Work to complete -> Tell me how many lines of the entries below include the string "halo", and give only the number.

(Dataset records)
───

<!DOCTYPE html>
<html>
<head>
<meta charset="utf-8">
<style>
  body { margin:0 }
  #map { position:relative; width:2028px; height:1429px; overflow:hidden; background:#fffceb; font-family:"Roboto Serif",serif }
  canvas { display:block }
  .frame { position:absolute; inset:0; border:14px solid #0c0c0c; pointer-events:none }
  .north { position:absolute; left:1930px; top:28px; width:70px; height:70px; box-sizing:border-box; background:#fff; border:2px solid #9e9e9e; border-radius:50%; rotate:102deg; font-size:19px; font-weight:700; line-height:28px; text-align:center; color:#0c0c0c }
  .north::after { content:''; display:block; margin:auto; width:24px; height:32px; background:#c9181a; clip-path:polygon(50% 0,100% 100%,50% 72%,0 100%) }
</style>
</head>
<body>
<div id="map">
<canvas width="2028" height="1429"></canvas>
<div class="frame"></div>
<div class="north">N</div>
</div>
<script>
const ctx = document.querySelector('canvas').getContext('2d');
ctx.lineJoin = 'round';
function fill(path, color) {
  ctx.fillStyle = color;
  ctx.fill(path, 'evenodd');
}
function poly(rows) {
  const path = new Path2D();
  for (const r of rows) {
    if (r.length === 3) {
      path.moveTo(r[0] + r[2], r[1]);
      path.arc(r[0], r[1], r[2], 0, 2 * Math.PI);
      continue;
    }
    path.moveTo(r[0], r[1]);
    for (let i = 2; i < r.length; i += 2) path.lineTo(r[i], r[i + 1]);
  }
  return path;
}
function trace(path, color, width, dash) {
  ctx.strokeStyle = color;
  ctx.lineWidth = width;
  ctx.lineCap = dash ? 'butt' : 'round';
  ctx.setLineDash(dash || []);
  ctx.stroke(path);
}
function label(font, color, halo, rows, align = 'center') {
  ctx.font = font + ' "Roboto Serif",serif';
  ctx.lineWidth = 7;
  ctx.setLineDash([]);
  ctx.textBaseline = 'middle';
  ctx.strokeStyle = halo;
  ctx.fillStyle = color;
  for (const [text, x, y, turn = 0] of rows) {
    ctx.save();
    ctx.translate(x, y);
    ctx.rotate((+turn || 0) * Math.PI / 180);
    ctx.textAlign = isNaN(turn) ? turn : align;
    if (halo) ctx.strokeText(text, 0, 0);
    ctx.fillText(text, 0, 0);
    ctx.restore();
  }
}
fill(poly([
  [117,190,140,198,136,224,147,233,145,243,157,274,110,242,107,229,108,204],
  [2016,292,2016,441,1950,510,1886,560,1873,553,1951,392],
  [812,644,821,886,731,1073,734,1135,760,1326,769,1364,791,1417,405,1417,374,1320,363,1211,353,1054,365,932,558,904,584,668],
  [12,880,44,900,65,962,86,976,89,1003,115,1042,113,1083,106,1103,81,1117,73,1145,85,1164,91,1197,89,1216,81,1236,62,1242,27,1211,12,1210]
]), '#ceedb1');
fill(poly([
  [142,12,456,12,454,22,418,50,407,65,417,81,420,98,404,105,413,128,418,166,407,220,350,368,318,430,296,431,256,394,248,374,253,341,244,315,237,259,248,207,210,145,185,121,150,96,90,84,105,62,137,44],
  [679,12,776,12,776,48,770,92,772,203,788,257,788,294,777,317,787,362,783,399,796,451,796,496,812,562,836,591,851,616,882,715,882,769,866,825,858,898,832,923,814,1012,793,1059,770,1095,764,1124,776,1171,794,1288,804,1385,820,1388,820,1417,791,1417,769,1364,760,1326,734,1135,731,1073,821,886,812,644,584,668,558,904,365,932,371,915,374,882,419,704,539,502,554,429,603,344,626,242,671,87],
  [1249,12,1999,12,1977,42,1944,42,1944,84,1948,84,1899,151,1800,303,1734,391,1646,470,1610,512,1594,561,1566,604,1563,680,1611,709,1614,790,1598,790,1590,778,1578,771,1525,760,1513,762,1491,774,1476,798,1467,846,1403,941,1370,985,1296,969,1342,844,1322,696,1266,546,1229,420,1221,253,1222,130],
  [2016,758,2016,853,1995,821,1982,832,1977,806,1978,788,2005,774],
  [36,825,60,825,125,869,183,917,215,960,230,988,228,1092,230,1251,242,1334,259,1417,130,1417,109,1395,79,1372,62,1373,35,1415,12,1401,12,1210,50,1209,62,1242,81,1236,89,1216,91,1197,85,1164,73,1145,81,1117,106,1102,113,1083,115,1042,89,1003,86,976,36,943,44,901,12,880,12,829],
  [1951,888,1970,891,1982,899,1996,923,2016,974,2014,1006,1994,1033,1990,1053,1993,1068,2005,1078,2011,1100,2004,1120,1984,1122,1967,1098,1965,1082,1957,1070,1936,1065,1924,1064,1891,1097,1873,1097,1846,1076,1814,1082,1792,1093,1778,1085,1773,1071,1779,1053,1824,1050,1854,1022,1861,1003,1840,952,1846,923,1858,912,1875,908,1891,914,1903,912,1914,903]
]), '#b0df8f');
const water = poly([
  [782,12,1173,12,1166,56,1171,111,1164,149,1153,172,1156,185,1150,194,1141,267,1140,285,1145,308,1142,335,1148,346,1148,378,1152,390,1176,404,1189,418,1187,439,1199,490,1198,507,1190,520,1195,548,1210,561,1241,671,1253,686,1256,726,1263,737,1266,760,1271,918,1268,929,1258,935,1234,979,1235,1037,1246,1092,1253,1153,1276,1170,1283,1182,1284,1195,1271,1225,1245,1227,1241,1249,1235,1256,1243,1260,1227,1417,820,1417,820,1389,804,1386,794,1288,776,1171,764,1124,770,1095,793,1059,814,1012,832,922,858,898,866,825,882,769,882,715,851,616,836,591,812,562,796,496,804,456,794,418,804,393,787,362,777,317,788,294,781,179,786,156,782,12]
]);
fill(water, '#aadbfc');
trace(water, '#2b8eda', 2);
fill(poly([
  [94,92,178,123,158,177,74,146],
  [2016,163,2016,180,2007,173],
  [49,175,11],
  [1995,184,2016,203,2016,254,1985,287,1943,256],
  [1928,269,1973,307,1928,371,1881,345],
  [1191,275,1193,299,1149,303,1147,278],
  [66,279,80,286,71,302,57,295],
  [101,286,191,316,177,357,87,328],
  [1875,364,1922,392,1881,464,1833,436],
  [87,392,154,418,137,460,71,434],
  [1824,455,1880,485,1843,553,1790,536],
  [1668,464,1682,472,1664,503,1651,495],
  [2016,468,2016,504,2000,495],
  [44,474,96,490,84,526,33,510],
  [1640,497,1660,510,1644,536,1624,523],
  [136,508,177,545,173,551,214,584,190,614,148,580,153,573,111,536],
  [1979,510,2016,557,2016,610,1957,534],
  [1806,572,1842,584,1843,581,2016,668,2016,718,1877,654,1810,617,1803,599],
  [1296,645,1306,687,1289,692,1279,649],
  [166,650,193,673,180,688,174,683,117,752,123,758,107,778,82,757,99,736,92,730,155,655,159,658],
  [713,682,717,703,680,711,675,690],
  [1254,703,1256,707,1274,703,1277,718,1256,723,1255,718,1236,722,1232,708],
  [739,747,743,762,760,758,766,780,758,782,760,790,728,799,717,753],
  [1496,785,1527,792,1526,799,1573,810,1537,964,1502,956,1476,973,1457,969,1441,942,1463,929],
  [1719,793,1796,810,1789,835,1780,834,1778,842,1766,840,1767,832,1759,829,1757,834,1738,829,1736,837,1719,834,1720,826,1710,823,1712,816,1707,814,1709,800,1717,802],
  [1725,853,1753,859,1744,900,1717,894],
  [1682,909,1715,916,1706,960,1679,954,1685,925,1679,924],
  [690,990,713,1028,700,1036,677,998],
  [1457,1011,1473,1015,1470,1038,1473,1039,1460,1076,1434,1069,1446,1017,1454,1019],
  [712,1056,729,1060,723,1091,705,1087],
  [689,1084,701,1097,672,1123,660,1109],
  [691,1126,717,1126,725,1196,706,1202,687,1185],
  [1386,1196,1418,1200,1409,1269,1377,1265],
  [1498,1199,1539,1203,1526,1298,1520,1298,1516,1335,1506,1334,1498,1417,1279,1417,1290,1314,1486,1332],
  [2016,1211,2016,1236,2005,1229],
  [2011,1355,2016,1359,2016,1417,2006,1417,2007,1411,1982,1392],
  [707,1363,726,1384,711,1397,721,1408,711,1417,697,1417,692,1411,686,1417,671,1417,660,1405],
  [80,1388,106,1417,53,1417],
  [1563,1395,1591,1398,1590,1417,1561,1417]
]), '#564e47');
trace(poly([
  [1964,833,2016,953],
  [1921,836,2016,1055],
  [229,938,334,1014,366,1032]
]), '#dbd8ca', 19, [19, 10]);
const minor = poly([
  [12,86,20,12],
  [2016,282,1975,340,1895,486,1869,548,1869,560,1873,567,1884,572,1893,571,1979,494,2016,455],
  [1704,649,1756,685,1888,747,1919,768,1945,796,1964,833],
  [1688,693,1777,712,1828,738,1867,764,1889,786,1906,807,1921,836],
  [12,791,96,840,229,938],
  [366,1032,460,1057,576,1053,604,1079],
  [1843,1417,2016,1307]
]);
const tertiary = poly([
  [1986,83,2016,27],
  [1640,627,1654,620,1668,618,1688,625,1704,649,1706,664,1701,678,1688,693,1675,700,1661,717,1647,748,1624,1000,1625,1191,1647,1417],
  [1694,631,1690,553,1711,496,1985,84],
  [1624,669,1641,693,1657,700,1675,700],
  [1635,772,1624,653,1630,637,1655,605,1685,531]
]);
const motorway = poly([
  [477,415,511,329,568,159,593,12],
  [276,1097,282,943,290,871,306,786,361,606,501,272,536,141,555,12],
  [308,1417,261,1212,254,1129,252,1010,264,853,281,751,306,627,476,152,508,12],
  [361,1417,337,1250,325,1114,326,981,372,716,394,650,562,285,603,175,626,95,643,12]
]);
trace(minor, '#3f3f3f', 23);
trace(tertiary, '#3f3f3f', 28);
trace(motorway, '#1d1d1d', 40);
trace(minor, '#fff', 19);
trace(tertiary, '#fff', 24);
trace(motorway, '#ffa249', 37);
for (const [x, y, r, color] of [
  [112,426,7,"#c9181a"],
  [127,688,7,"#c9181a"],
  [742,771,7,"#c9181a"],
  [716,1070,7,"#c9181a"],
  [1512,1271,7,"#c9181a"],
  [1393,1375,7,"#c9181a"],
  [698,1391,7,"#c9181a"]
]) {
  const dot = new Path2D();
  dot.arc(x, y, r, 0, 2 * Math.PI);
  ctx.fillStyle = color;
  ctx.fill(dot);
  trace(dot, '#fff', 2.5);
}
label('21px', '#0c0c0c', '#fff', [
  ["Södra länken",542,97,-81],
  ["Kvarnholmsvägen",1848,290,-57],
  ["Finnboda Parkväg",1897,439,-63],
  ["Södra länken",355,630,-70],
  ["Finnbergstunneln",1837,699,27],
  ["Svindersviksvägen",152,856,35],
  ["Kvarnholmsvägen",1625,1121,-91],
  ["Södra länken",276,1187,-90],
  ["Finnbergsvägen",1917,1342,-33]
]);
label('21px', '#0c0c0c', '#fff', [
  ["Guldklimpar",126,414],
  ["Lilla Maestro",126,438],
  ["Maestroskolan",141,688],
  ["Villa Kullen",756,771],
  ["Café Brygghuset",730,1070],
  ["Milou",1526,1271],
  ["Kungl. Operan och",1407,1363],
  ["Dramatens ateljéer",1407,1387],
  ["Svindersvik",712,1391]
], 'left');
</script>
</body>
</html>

───

Task result -> 3